Washington’s willingness to take this issue seriously has waxed and waned, mostly in the face of massive industry lobbying. But with farmers reeling from financial strains, it’s more important than ever that we protect the middle class from the abuses of concentrated capital. By taking a page from the playbooks of other critical fights, we can help get power back in the hands of farmers.

In the run-up to the financial crisis, financial regulators were weak and divided, leaving Wall Street financial firms free to rip off customers and drive the entire economy into a recession. Similarly, GIPSA, the watchdog entrusted with the enforcement of competition statutes enacted to protect farmers, has since been shut down, and the residual enforcement authorities at USDA have been reduced to a shadow of their former power, with the elimination of rules put in place at the end of the Obama Administration.

In 2010, post-financial crisis reforms took the diffuse and under-used consumer protection tools away from captured banking regulators and stood up a dedicated, independent Consumer Protection Financial Bureau (CFPB) to protect consumers from predatory practices on Wall Street. Similarly, an Independent Farmer Protection Bureau (IFPB) with strong authorities and a clear mission would be a powerful force in defending the economic independence of farmers from the anti-competitive practices of concentrated agribusiness power. Additionally, just as the financial sector has long lived with caps on concentration, caps in agriculture would put in place simple, enduring limits on monopoly power.

Farmer cooperatives have long empowered farmers to negotiate for a fair share in the fruits of their labor, just as labor unions empower workers to bargain for higher wages. These farmer collective action tools must be strengthened. Just as tripartite wage boards have helped raise wages for fast-food workers in New York and domestic workers in Seattle, so too can boards made up of farmers, farm workers and businesses help level the playing field and facilitate the negotiation of fair prices for farmers. Fair pricing structures would, for example, guarantee farmers a percentage of the price of the wholesale or retail good that they helped produce.

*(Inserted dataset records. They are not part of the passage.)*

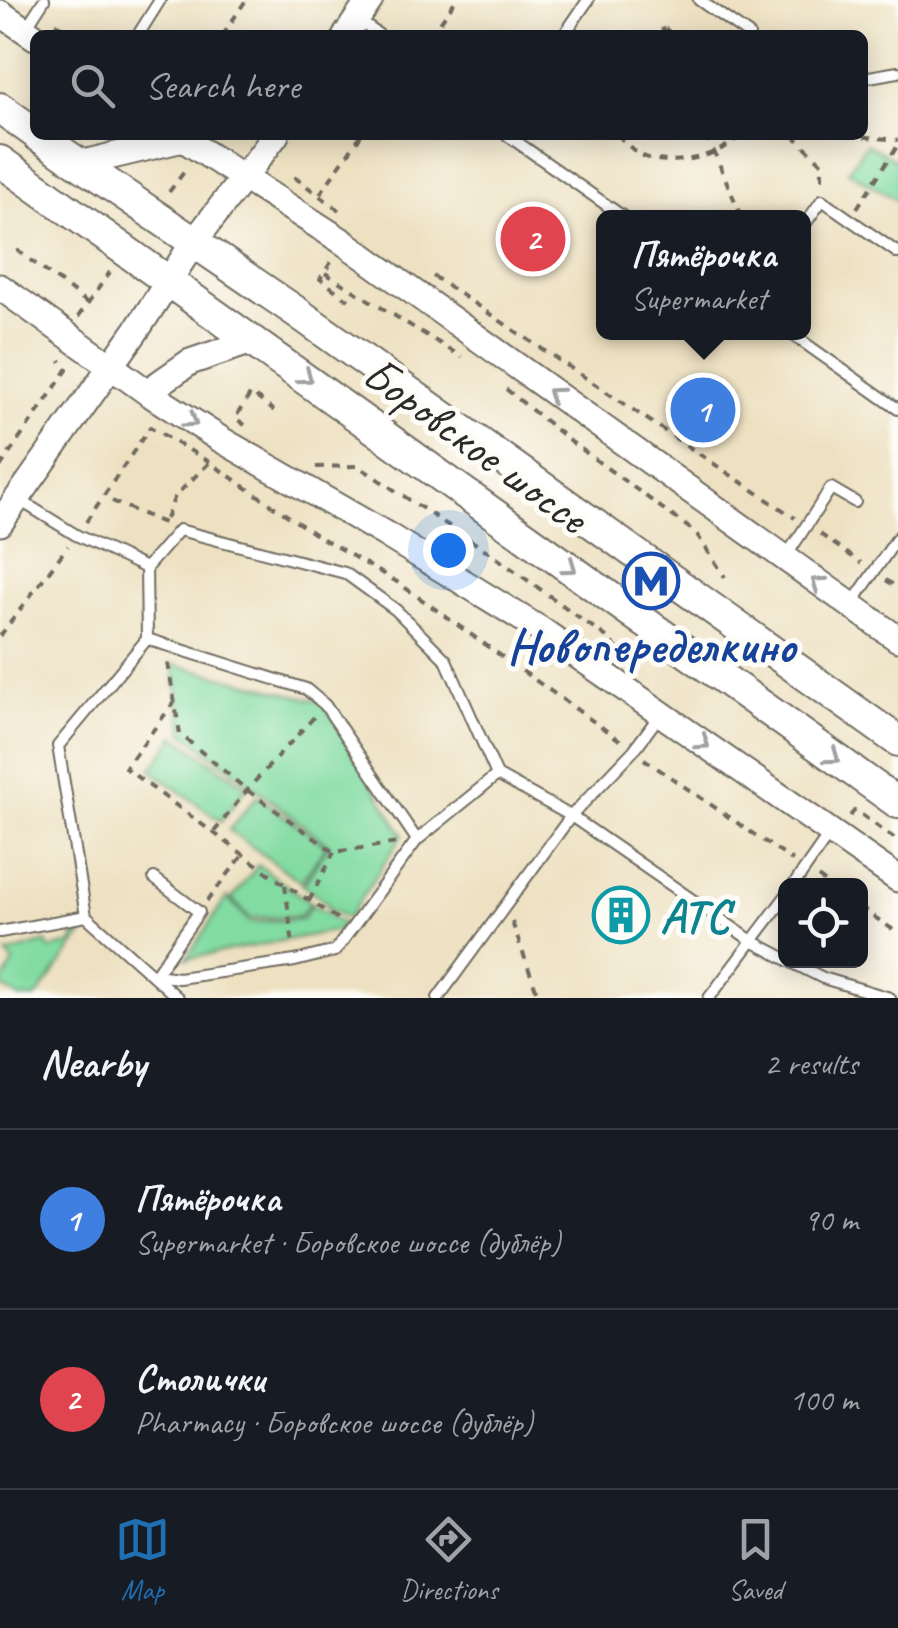 <!DOCTYPE html>
<meta charset="utf-8">
<style>
:root{--surface:#171b24;--page:#242831;--text:#f1f3f6;--muted:#9ea1a6;--line:#363941;--accent:#1f6fb2}
body{margin:0;font-family:Caveat,sans-serif;background:var(--page);color:var(--text)}
.controls{position:absolute;right:30px;bottom:30px;display:grid;overflow:hidden;border-radius:15px;box-shadow:0 5px 25px #0003}
.controls button{width:90px;height:90px;display:grid;place-items:center;padding:0;border:0;border-bottom:2px solid var(--line);background:var(--surface);color:var(--text);font:50px sans-serif}
.you{position:absolute;left:448px;top:550px;width:35px;height:35px;margin:-25px;border:8px solid #fff;border-radius:50%;background:#1a73e8;box-shadow:0 0 0 15px #1a73e833}
.badge{display:grid;place-items:center;width:65px;height:65px;border-radius:50%;background:var(--accent);color:#fff;font-size:32px;font-weight:700}
.pin{position:absolute;translate:-50% -50%;border:5px solid #fff;box-shadow:0 2px 10px #0006}
.popup{position:absolute;left:596px;top:210px;width:215px;height:130px;box-sizing:border-box;display:grid;place-content:center;border-radius:15px;background:var(--surface);filter:drop-shadow(0 2px 8px #0005);font-size:32px;white-space:nowrap;color:var(--muted)}
.popup b{font-size:38px;color:var(--text)}
.popup::after{content:'';position:absolute;left:50%;top:100%;margin-left:-20px;border:20px solid transparent;border-top-color:var(--surface)}
.list{margin:0;padding:0;list-style:none}
h2{display:flex;justify-content:space-between;align-items:center;height:130px;margin:0;padding:0 40px;font-size:42px}
h2 small{font-size:32px;font-weight:400;color:var(--muted)}
.list li{display:grid;grid-template-columns:65px 1fr auto;gap:30px;align-items:center;box-sizing:border-box;height:180px;padding:0 40px;border-top:2px solid var(--line)}
.list b{display:block;font-size:38px;white-space:nowrap}
.list p{margin:0;font-size:32px;white-space:nowrap;color:var(--muted)}
.list em{font-size:32px;font-style:normal;color:var(--muted)}
.icon{flex:none;width:55px;height:55px;fill:none;stroke:currentColor;stroke-width:2;stroke-linecap:round;stroke-linejoin:round}
.map{position:relative;flex:none;width:898px;height:998px;overflow:hidden}
.search{position:absolute;background:var(--surface);box-shadow:0 5px 25px #0003;left:30px;right:30px;top:30px;height:110px;display:flex;align-items:center;gap:25px;box-sizing:border-box;padding:0 35px;border-radius:15px;color:var(--muted);font-size:38px}
.sheet{height:490px;background:var(--surface)}
nav{display:flex;justify-content:space-around;align-items:center;box-sizing:border-box;height:140px;border-top:2px solid var(--line);background:var(--surface);font-size:28px;color:var(--muted)}
nav a{display:grid;justify-items:center;gap:5px}
nav .on{color:var(--accent)}
.map>svg:first-child{display:block}
.green{fill:#82dca2;stroke:#568466;stroke-width:2.5}
.lines{fill:none;stroke-linecap:round;stroke-linejoin:round}
.service-casing{stroke:#6f6b60;stroke-width:14}
.tertiary-casing{stroke:#6f6b60;stroke-width:29}
.primary-casing{stroke:#6f6b60;stroke-width:34}
.path{stroke:#6f6b60;stroke-width:4;stroke-dasharray:8 8;stroke-linecap:butt}
.service{stroke:#fff;stroke-width:10}
.tertiary{stroke:#fff;stroke-width:25}
.primary{stroke:#fff;stroke-width:30}
.oneway{stroke:#a0a0a0}
.labels{text-anchor:middle;stroke-width:10;stroke-linejoin:round;paint-order:stroke}
.street-label{font-size:48px;fill:#2b2b2b;stroke:#fdfcf7}
.transit-label{font-size:48px;font-weight:bold;fill:#164399;stroke:#fdfcf7}
.culture-label{font-size:48px;font-weight:bold;fill:#0d838f;stroke:#fdfcf7;text-anchor:start}
</style>
<div class="map">
<svg width="898" height="998" viewBox="0 0 898 998">
<rect width="100%" height="100%" fill="#fdfcf7"/>
<filter id="ink" filterUnits="userSpaceOnUse"><feTurbulence type="fractalNoise" baseFrequency=".01" numOctaves="2"/><feDisplacementMap in="SourceGraphic" scale="20" xChannelSelector="R" yChannelSelector="G"/><feConvolveMatrix kernelMatrix="1 2 1 2 8 2 1 2 1" color-interpolation-filters="sRGB"/></filter>
<filter id="wash" filterUnits="userSpaceOnUse"><feTurbulence type="fractalNoise" baseFrequency=".0048" numOctaves="4" result="noise"/><feDisplacementMap in="SourceGraphic" scale="40" xChannelSelector="R" yChannelSelector="G"/><feGaussianBlur stdDeviation="2.25" result="paint"/><feColorMatrix in="noise" values="0 0 0 0 0 0 0 0 0 0 0 0 0 0 0 0 0 1.4 0 .05"/><feComposite in="paint" operator="in"/></filter>
<g filter="url(#wash)">
<rect width="100%" height="100%" fill="#eee1c2"/>
<!-- green -->
<path class="green" d="M866,144l32,17v40l-50,-30z
M173,664l150,38 80,133 -55,83 -21,-10 1,-4 -25,-19 26,-40 -145,-112z
M175,736l72,51 -26,34 -70,-51z
M257,796l69,50 -25,36 -72,-52z
M258,865l52,37 -10,14 -50,2 -18,-19z
M227,897l23,25 52,-3 10,-15 31,20 -5,6 -152,29z
M82,935l-46,63h-17l-18,-12 13,-23 -7,-9 39,-12 3,7 24,-5 1,-8z"/>
</g>
<g filter="url(#ink)">
<g class="lines">
<!-- service casing -->
<g class="service-casing">
<path id="service" d="M699,0l50,35
M357,19l22,16
M26,28l18,-28
M138,35l22,-35
M564,35l24,-35
M863,78l35,-6
M507,135l118,83
M803,227l19,-27 76,53
M789,332l109,77
M18,499l58,36 70,33 1,71
M785,558l46,-70 24,14
M146,568l33,-38 166,43 51,37 50,50 51,115
M851,605l47,-68
M417,840l80,-65 74,41 181,125 34,18
M793,886l37,-53
M86,916l-28,-170 89,-107 159,50 19,16 92,135 -82,111 -40,10 -116,17 -24,-3 44,-63 -45,-34
M0,932l86,-16 92,82
M789,961l34,17 67,20
M438,998l133,-182 63,-66 25,-34
M709,998l77,-102"/>
</g>
<!-- tertiary casing -->
<g class="tertiary-casing">
<path id="tertiary" d="M0,13l35,24
M346,35l24,-35
M177,135l168,108 553,396
M79,164l104,-25
M0,287l147,105 73,47 165,95 156,96 357,249
M147,392l43,-30 65,-22
M0,523l138,-195 56,-86 82,-107"/>
</g>
<!-- primary casing -->
<g class="primary-casing">
<path id="primary" d="M0,108l35,25
M37,135l261,178 600,428
M0,161l898,642"/>
</g>
<!-- path -->
<path class="path" d="M55,23l17,12
M223,35l23,-35
M431,35l25,-35
M665,35l-4,-10 12,10
M618,135c7,7 16,17 25,21 27,12 78,1 97,-21
M707,135l35,83
M793,135l29,28v20
M848,135l50,5
M294,177l45,33
M169,192l18,-24
M320,194l41,-59
M857,208l41,-63
M17,250l71,53
M331,262l-11,17 29,21
M325,273l137,84
M433,276l362,242
M78,317l32,-45
M506,389l64,52 126,92 29,44
M245,425l-10,-7 16,-25 23,18
M0,467l67,-97 -7,-10
M316,467l42,-1 129,85 121,87 19,22
M112,501l54,23
M166,519l9,-23 35,-34
M86,522l64,-95 56,33 107,73 84,49 224,159
M820,534l41,29
M886,580l12,8
M0,636l68,-90
M168,663l12,71 67,56 87,62 64,-9
M175,701l-50,67 160,117 53,34
M644,759l149,102
M850,816l5,-6 43,31
M214,832l33,-42 68,-74
M818,877l12,9
M285,885l8,60
M207,901l37,-47
M309,901l25,-49
M860,907l38,26
M512,922l27,76"/>
<!-- service -->
<use href="#service" class="service"/>
<!-- tertiary -->
<use href="#tertiary" class="tertiary"/>
<!-- primary -->
<use href="#primary" class="primary"/>
</g>
<!-- one-way arrows -->
<defs><path id="oneway-chevron" d="M-2-3.5L2.5 0L-2 3.5" fill="none" stroke-width="1.6" stroke-linecap="round" stroke-linejoin="round" transform="scale(2.5)"/></defs>
<g class="oneway">
<use href="#oneway-chevron" transform="translate(306 377) rotate(36)"/>
<use href="#oneway-chevron" transform="translate(554 394) rotate(-144)"/>
<use href="#oneway-chevron" transform="translate(191 421) rotate(33)"/>
<use href="#oneway-chevron" transform="translate(570 567) rotate(36)"/>
<use href="#oneway-chevron" transform="translate(818 583) rotate(-145)"/>
<use href="#oneway-chevron" transform="translate(703 743) rotate(35)"/>
<use href="#oneway-chevron" transform="translate(833 757) rotate(36)"/>
</g>
</g>
<!-- icons -->
<defs>
<g id="metro-ring" transform="scale(2.875)"><circle r="9.5" fill="#fdfcf7" stroke="#1a4fb4" stroke-width="1.5"/><path d="M-5.5 5V-5H-3L0 0L3-5H5.5V5H3V-.5L0 4L-3-.5V5Z" fill="#1a4fb4"/></g>
<g id="building-ring" transform="scale(2.875)"><circle r="9.5" fill="#fdfcf7" stroke="#0f9aa8" stroke-width="1.5"/><path d="M-4-6H4V6H1V3H-1V6H-4ZM-2.5-4.3h1.7v1.8h-1.7ZM.8-4.3h1.7v1.8H.8ZM-2.5-1h1.7V.8h-1.7ZM.8-1h1.7V.8H.8Z" fill="#0f9aa8"/></g>
</defs>
<g fill-rule="evenodd">
<use href="#metro-ring" x="651" y="581"/>
<use href="#building-ring" x="621" y="915"/>
</g>
<g class="labels">
<!-- street labels -->
<g class="street-label">
<text transform="translate(476 444) rotate(36)" y="17">Боровское шоссе</text>
</g>
<!-- transit labels -->
<g class="transit-label">
<text x="651" y="662">Новопеределкино</text>
</g>
<!-- culture labels -->
<g class="culture-label">
<text x="660" y="932">АТС</text>
</g>
</g>
</svg>
<div class="controls">
<button><svg class="icon" aria-label="locate" viewBox="0 0 24 24"><circle cx="12" cy="12" r="6"/><path d="M12 2v4M12 18v4M2 12h4M18 12h4"/></svg></button>
</div>
<div class="you"></div>
<div class="pin badge" style="left:703px;top:410px;background:#3f7fe0">1</div>
<div class="popup"><b>Пятёрочка</b>Supermarket</div>
<div class="pin badge" style="left:533px;top:239px;background:#e0444e">2</div>
<div class="search"><svg class="icon" aria-label="search" viewBox="0 0 24 24"><circle cx="10" cy="10" r="6"/><path d="M15 15l6 6"/></svg>Search here</div>
</div>
<section class="sheet">
<h2>Nearby<small>2 results</small></h2>
<ul class="list">
<li><span class="badge" style="background:#3f7fe0">1</span><div><b>Пятёрочка</b><p>Supermarket · Боровское шоссе (дублёр)</p></div><em>90 m</em></li>
<li><span class="badge" style="background:#e0444e">2</span><div><b>Столички</b><p>Pharmacy · Боровское шоссе (дублёр)</p></div><em>100 m</em></li>
</ul>
</section>
<nav>
<a class="on"><svg class="icon" aria-label="map" viewBox="0 0 24 24"><path d="M3 6l6-2 6 2 6-2v14l-6 2-6-2-6 2zM9 4v14M15 6v14"/></svg>Map</a>
<a><svg class="icon" aria-label="directions" viewBox="0 0 24 24"><path d="M12 3l9 9-9 9-9-9zM9 14v-3h6M13 9l2 2-2 2"/></svg>Directions</a>
<a><svg class="icon" aria-label="saved" viewBox="0 0 24 24"><path d="M7 4h10v16l-5-4-5 4z"/></svg>Saved</a>
</nav>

Of course, these tools will work best if they are complemented by the revival of the antitrust laws that are foundational to competitive markets.

Across the economy, workers, farmers, small businesses and consumers are threatened by extraordinary levels of monopoly power. Americans are living in a new Gilded Age, defined by increasing income inequality and the rise of powerful monopolies comparable to the railroad, oil, and banking monopolies of the late 19th century. Back then, a powerful alliance of farmers and workers fought back and won. Today, farmers are again a key partner in taking America back from the concentrated economic powers that squeeze working families out of the middle-class. Making the economy work for everyone requires reining in concentrated power, and it’s time to stand with farmers to make the economy work for everyone.

Zoe Willingham is a research assistant for Economic Policy at the Center for American Progress. Andy Green is the managing director for Economic Policy at the Center.